Some tales say that Finn fell in love with a lady giant on the island of Staffa in the Hebrides and that he built the Giant’s Causeway to bring her over to him without getting his feet wet. However, the legend below is the explanation most commonly used.
The story goes that Finn was going about his daily duties in Northern Ireland when one of his enemies, a Scottish giant named Benandonner, who lived in Fingal’s Cave on the island of Staffa in the Hebrides, started shouting out insults at him. He was rude to Finn and said he was weak and no good at fighting.
Benandonner eventually got so angry that he shouted to Finn. “If I could get my hands on you I would make sure you are never able to fight again.” But he added, “Unfortunately I cannot swim so I am not able to get over to you and we shall never know who is the stronger of the two.”
Finn was so enraged that he tore large pieces out of the nearby cliffs and rammed them down into the seabed, making a causeway between Northern Ireland and Staffa. “Now you’ll have no excuse,” he shouted across to Benandonner.
When Finn caught sight of Benandonner as he started to cross the causeway he realised how gigantic his Scottish rival was and thought that perhaps he had taken on more than he could manage.
So he devised a clever plan. He decided to lie down and pretend to be asleep, but before he did that he quickly made himself a large child’s cot and disguised himself in baby’s clothes.
When the Scottish giant arrived at Finn’s house he shouted, “Where is that coward MacCool?” Then he noticed the cot and the sleeping ‘baby’ inside it and he suddenly felt very afraid. He thought, “My goodness, if this is the size of the baby, what size must the father be?”
Without waiting around to find out, he turned on his heels and ran like he had never run before. He raced back across to Scotland, destroying the causeway as he went, so that Finn could not come after him. And that is why only two fragments of the causeway now remain, one end on the coast of Northern Ireland and the other on the Hebridean island of Staffa.
Na Fianna | Cat B | 3.2-4.0 W/Kg | Mixed
The Fianna was made up of many battalions called cathas, each with 3,000 warriors.

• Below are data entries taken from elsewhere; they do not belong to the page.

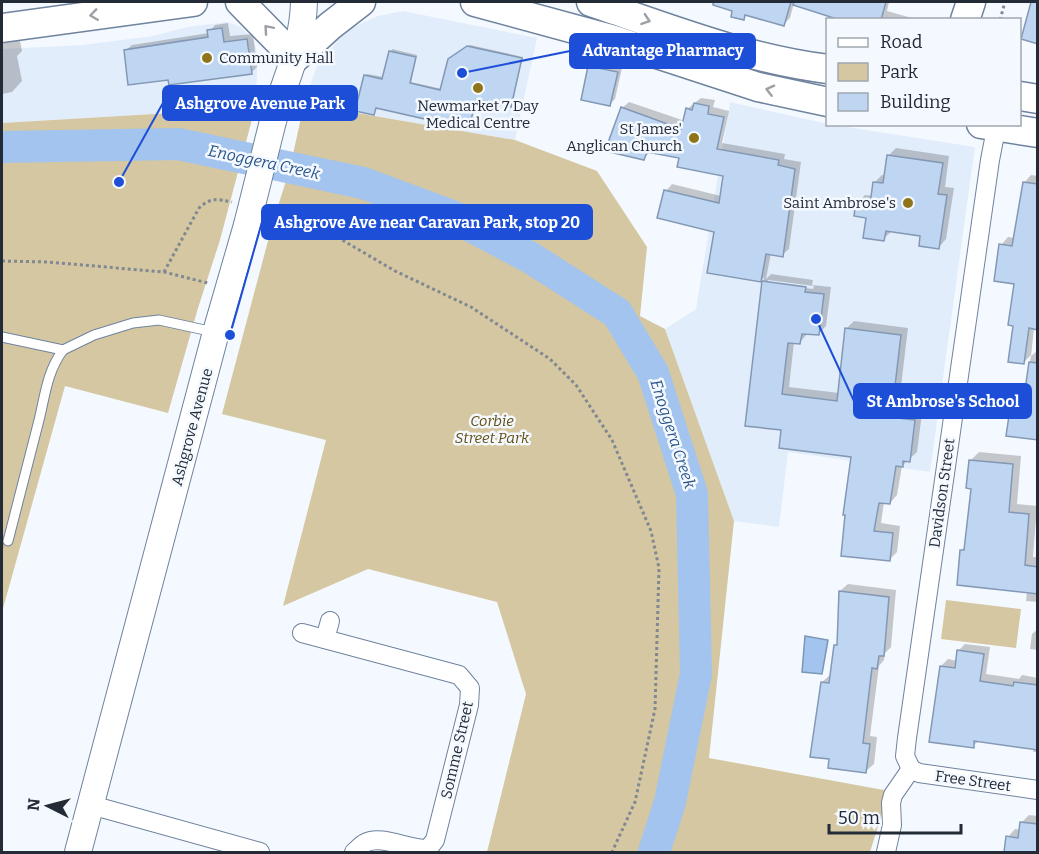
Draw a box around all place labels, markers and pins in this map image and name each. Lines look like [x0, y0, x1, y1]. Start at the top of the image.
callout: Advantage Pharmacy [570, 34, 755, 68]
place label: Community Hall [219, 49, 334, 67]
marker: Community Hall [200, 51, 214, 65]
marker: Newmarket 7 Day Medical Centre [471, 81, 485, 95]
callout: Ashgrove Avenue Park [163, 86, 357, 120]
place label: Newmarket 7 Day Medical Centre [417, 97, 539, 132]
place label: St James' Anglican Church [566, 120, 683, 155]
marker: St James' Anglican Church [687, 131, 701, 145]
place label: Saint Ambrose's [783, 194, 896, 212]
marker: Saint Ambrose's [901, 196, 915, 210]
callout: Ashgrove Ave near Caravan Park, stop 20 [262, 205, 592, 239]
callout: St Ambrose's School [854, 384, 1031, 418]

In peaceful times, the main body of the Fianna was made up on three cathas, or about 9,000 fighting men, while in times of war this could expand to seven cathas, or 21,000 trained, agile, and toughened noble warriors.

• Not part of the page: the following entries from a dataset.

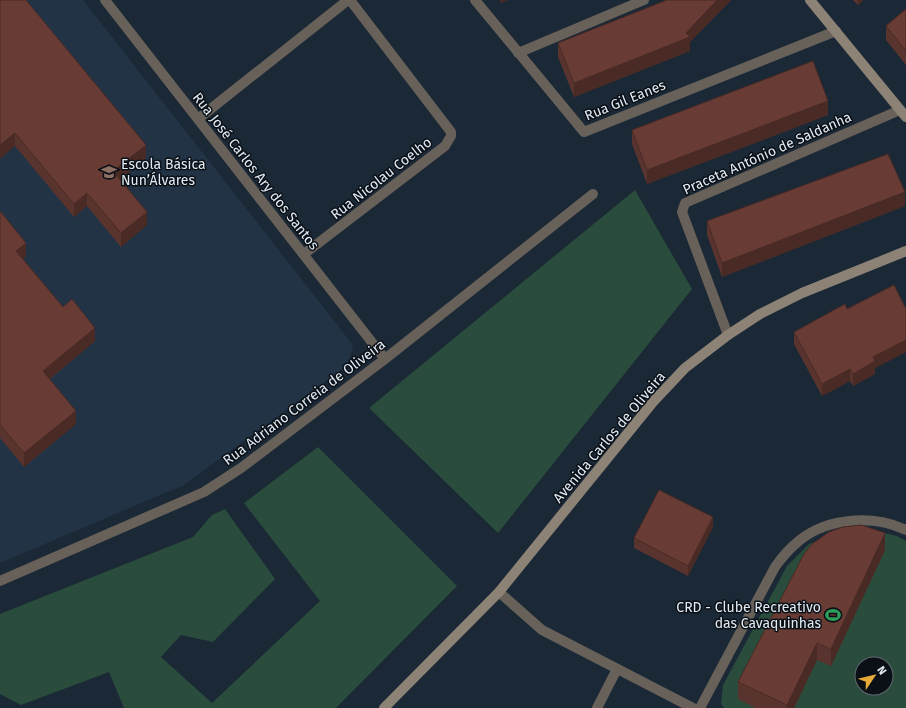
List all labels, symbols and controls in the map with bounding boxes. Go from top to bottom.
street label: Rua Gil Eanes [582,76,669,124]
street label: Rua José Carlos Ary dos Santos [189,89,323,254]
street label: Praceta António de Saldanha [680,109,854,198]
street label: Rua Nicolau Coelho [327,134,435,223]
place label: Escola Básica Nun’Álvares [121,156,206,189]
school or university icon: Escola Básica Nun’Álvares [100,163,118,181]
street label: Rua Adriano Correia de Oliveira [220,336,389,469]
street label: Avenida Carlos de Oliveira [550,368,669,506]
place label: CRD - Clube Recreativo das Cavaquinhas [676,599,821,632]
sports icon: CRD - Clube Recreativo das Cavaquinhas [824,606,842,624]
north arrow [854,656,894,696]
text: N [874,664,889,677]

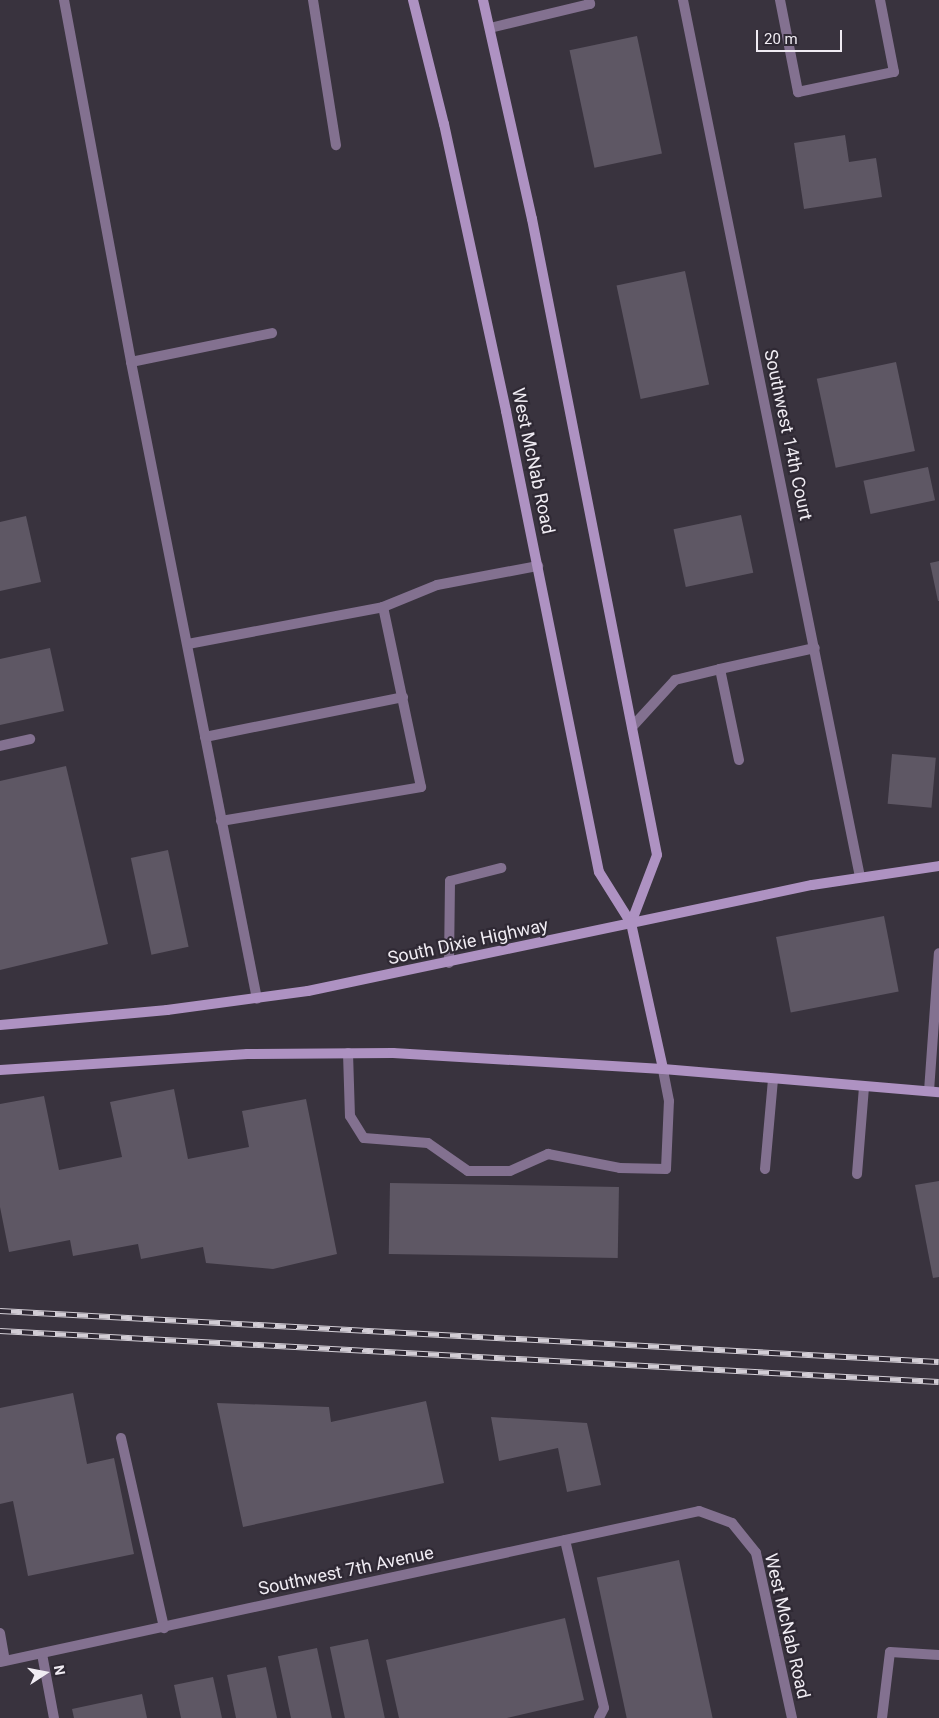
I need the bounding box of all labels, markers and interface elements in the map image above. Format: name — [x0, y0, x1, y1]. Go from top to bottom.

The Fianna were more than just a gang of good fighters. Members were also required to be of the highest intellectual caliber, skilled in poetry, music, geneologies, and the histories of the lands and their peoples. The Fianna was at once a warriors’ training academy and a heroes’ guild. At the core of this great crowd sat Fionn as the central sun with his selected comrades orbitting closest to him.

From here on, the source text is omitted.